Сейчас мне самому трудно в это поверить, но в нашу первую программу не входило ни одной советской массовой песни, то есть того, что очень скоро станет главным, определяющим для наших программ. А не было их по нескольким причинам. Во-первых, и самих массовых песен тогда еще было немного, этот жанр только начинался, композиторы еще только пробовали в нем свои силы. приноравливались, прислушивались к музыке улиц, к новой музыке труда.
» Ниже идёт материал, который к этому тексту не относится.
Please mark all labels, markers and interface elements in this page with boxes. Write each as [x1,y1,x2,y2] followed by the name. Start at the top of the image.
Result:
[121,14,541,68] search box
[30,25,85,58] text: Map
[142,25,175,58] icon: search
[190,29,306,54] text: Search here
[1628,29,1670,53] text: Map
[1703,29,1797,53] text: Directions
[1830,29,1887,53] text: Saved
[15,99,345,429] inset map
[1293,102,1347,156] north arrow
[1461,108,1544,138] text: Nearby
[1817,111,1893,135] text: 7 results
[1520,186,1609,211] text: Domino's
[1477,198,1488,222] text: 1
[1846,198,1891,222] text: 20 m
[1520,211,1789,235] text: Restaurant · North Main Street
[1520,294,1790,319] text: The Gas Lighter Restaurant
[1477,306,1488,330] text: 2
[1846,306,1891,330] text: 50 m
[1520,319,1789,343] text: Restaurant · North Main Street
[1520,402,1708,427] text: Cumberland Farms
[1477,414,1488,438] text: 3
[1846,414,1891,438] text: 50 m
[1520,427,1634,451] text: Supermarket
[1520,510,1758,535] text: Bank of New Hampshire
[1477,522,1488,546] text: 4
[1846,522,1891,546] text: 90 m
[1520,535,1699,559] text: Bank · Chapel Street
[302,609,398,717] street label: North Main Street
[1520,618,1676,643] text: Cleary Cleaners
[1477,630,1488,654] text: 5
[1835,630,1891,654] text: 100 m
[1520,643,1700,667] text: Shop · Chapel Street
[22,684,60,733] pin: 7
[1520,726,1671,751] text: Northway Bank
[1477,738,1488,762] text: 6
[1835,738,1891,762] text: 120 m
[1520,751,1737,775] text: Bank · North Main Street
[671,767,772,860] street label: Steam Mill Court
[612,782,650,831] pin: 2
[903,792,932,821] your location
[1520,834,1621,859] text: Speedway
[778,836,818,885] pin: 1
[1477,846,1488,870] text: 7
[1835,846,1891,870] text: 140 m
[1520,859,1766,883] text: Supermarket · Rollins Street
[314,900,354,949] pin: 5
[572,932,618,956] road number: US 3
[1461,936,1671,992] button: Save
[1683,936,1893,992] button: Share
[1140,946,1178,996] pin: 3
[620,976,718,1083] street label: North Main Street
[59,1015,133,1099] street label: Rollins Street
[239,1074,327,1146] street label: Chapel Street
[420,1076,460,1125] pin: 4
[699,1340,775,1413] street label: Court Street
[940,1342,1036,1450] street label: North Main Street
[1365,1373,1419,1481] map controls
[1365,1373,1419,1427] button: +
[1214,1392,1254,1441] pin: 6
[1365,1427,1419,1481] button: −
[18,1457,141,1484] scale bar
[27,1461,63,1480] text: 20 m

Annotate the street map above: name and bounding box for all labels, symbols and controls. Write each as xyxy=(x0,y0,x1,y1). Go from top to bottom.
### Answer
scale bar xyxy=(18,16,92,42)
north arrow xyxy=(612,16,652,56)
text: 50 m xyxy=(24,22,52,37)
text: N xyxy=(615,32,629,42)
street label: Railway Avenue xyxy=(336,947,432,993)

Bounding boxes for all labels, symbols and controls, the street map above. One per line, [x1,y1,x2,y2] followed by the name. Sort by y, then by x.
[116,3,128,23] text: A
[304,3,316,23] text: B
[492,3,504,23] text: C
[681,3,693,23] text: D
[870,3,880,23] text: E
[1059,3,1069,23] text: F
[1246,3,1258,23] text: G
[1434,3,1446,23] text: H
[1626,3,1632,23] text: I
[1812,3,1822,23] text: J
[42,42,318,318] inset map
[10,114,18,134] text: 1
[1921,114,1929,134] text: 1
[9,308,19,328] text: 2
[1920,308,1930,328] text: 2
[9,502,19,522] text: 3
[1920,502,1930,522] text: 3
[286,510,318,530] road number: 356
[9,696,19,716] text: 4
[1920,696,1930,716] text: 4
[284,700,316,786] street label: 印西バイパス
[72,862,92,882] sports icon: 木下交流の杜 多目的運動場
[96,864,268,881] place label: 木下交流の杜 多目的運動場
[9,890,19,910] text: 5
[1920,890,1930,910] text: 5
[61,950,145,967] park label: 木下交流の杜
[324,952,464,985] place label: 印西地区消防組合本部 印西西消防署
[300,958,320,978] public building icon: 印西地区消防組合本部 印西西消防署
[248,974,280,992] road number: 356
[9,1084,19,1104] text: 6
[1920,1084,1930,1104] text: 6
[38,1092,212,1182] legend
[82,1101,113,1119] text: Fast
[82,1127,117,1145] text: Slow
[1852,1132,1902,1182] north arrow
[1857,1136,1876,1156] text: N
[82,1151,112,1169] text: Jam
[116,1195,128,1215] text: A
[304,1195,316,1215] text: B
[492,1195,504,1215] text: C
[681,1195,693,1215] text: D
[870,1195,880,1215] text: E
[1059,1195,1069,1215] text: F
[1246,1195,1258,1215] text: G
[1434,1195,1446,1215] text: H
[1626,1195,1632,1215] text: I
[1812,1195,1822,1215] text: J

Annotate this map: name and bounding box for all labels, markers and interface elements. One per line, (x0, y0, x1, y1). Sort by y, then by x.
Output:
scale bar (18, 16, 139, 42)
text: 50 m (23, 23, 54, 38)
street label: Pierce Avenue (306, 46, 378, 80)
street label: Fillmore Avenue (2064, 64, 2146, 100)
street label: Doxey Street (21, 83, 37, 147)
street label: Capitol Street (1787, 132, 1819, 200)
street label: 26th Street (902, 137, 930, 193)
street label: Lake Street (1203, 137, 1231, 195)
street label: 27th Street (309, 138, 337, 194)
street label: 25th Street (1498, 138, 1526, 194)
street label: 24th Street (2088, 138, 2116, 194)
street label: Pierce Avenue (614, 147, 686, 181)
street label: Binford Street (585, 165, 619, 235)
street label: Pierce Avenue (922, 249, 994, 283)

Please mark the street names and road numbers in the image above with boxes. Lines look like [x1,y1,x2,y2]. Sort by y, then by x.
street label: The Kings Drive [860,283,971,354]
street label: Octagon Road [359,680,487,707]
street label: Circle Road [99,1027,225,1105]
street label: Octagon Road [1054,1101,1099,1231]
А с другой стороны, джаз и советская песня… Примерно лет десять спустя я выразил свои сомнения следующими словами: «Оказалось, что когда я опасался включать в джаз тексты советских песен, боясь их профанации, то это были совершенно напрасные страхи». – Так написал я в небольшой заметке, опубликованной «Вечерней Москвой» летом 1936 года.
Действительно, джаз в те годы все-таки был для нас явлением новым, экзотическим, он не совсем еще приладился, сплавился, сплелся с новой жизнью, и казалось, что советская песня – это репертуар не для джаза.
Мы начали свое памятное выступление фокстротом – как бы демонстрируя и характерный репертуар джаза и свое мастерство, убеждая слушателей, что мы делаем попытку отнюдь не с негодными средствами.
Убедив, что такая музыка нам «по зубам», мы переходили, как теперь говорят, к «песням разных народов». Тут и южноамериканская «Чакита», и грузинская «Где б ни скитался я», и «Волжские любовные страдания», те грустно-задорные страдания, в которых больше радостного оптимизма. чем тоски. Ведь «сирень цветет» – значит, и милый, и любовь «не плачь – придет» Заканчивали мы наше выступление песенкой «Пока», которая, по существу, была призывом, ожиданием новой встречи.